Aim of the exercise —
The answer must give back every line of the data exactly, with no pictures.

[Items listed in a dataset]
........
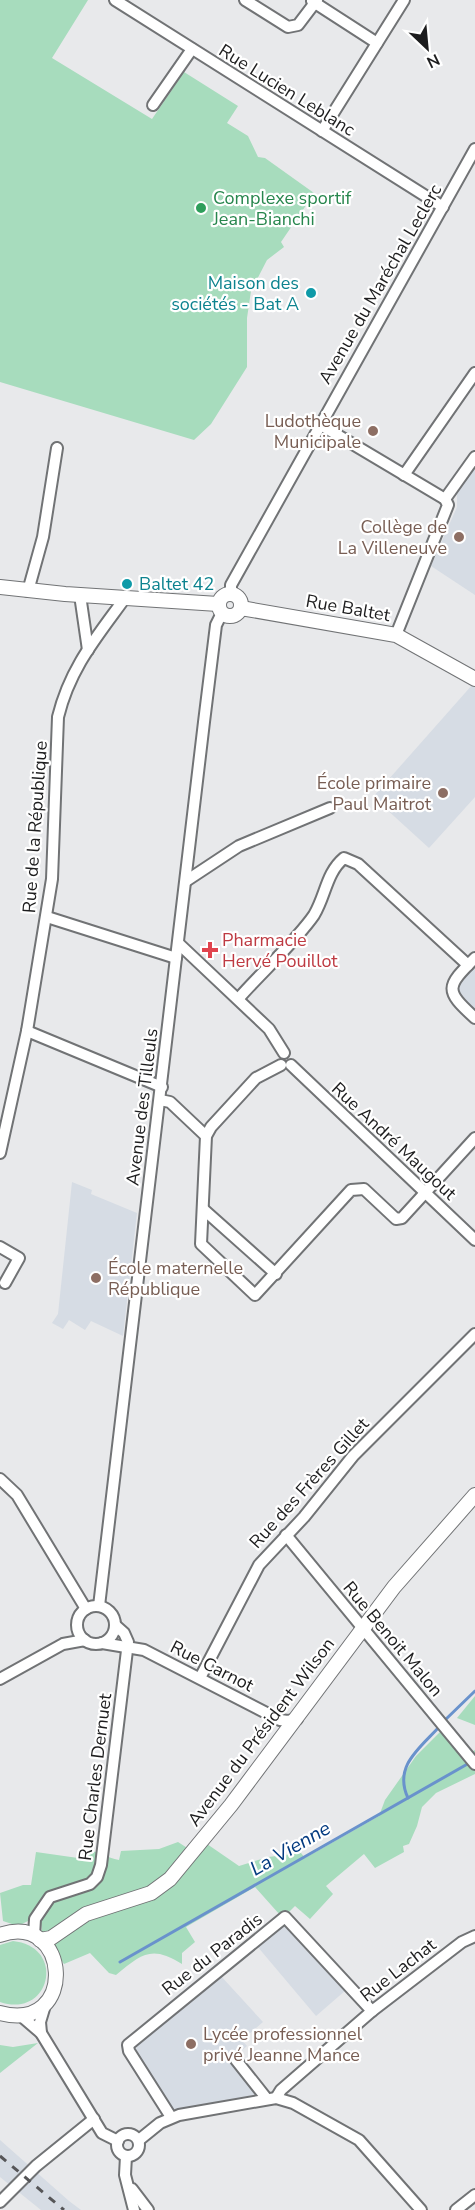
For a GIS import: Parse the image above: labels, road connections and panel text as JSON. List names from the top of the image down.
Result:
{
  "streets": {
    "street": [
      "Rue Lucien Leblanc",
      "Avenue du Maréchal Leclerc",
      "Rue Baltet",
      "Rue de la République",
      "Avenue des Tilleuls",
      "Rue André Maugout",
      "Rue des Frères Gillet",
      "Rue Benoit Malon",
      "Rue Carnot",
      "Avenue du Président Wilson",
      "Rue Charles Dernuet",
      "Rue du Paradis",
      "Rue Lachat"
    ]
  },
  "crossings": [
    ["Rue Lucien Leblanc", "Avenue du Maréchal Leclerc"],
    ["Avenue des Tilleuls", "Rue Carnot"],
    ["Rue des Frères Gillet", "Rue Benoit Malon"],
    ["Rue des Frères Gillet", "Rue Carnot"],
    ["Rue Benoit Malon", "Avenue du Président Wilson"],
    ["Rue Carnot", "Rue Charles Dernuet"],
    ["Avenue du Président Wilson", "Rue Charles Dernuet"],
    ["Rue du Paradis", "Rue Lachat"]
  ],
  "water": ["La Vienne"],
  "places": {
    "other": [
      "Complexe sportif Jean-Bianchi",
      "Maison des sociétés - Bat A",
      "Ludothèque Municipale",
      "Collège de La Villeneuve",
      "Baltet 42",
      "École primaire Paul Maitrot",
      "École maternelle République",
      "Lycée professionnel privé Jeanne Mance"
    ],
    "health": ["Pharmacie Hervé Pouillot"]
  },
  "north": "bottom right"
}
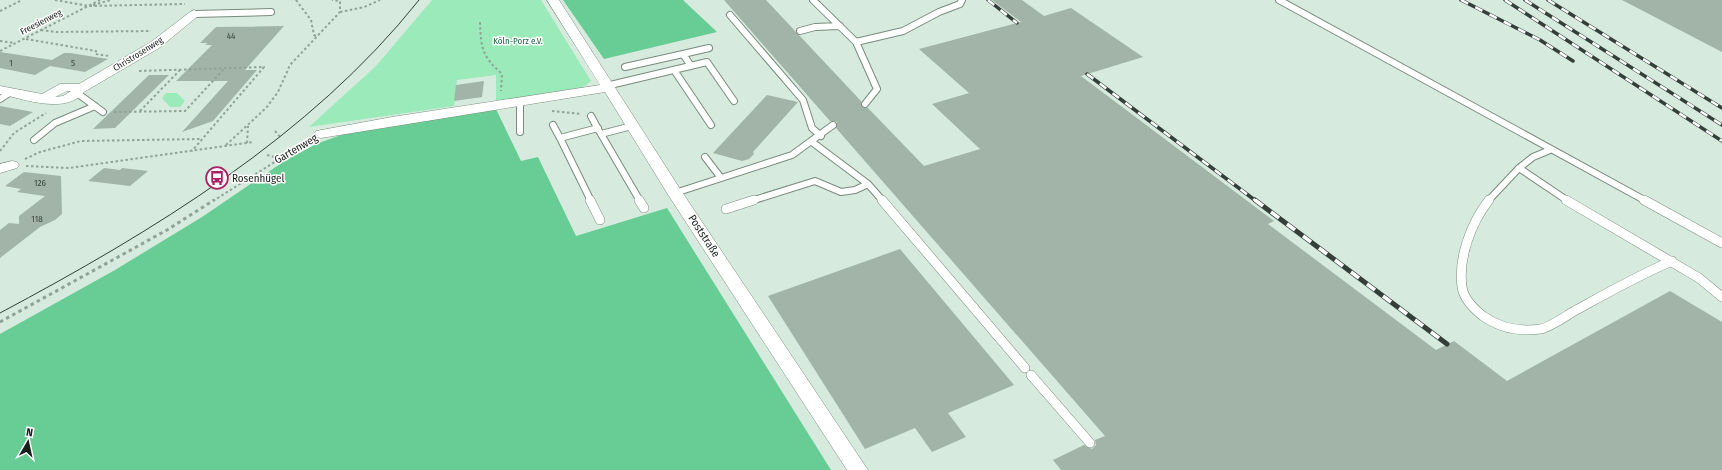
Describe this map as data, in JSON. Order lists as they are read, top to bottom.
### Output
........
Result of the exercise —
For a GIS import: Parse the image above: labels, road connections and panel text as JSON. List names from the top of the image down.
Result:
{
  "streets": {
    "street": [
      "Rue Lucien Leblanc",
      "Avenue du Maréchal Leclerc",
      "Rue Baltet",
      "Rue de la République",
      "Avenue des Tilleuls",
      "Rue André Maugout",
      "Rue des Frères Gillet",
      "Rue Benoit Malon",
      "Rue Carnot",
      "Avenue du Président Wilson",
      "Rue Charles Dernuet",
      "Rue du Paradis",
      "Rue Lachat"
    ]
  },
  "crossings": [
    ["Rue Lucien Leblanc", "Avenue du Maréchal Leclerc"],
    ["Avenue des Tilleuls", "Rue Carnot"],
    ["Rue des Frères Gillet", "Rue Benoit Malon"],
    ["Rue des Frères Gillet", "Rue Carnot"],
    ["Rue Benoit Malon", "Avenue du Président Wilson"],
    ["Rue Carnot", "Rue Charles Dernuet"],
    ["Avenue du Président Wilson", "Rue Charles Dernuet"],
    ["Rue du Paradis", "Rue Lachat"]
  ],
  "water": ["La Vienne"],
  "places": {
    "other": [
      "Complexe sportif Jean-Bianchi",
      "Maison des sociétés - Bat A",
      "Ludothèque Municipale",
      "Collège de La Villeneuve",
      "Baltet 42",
      "École primaire Paul Maitrot",
      "École maternelle République",
      "Lycée professionnel privé Jeanne Mance"
    ],
    "health": ["Pharmacie Hervé Pouillot"]
  },
  "north": "bottom right"
}
Describe this map as data, in JSON. Order lists as they are read, top to bottom.
### Output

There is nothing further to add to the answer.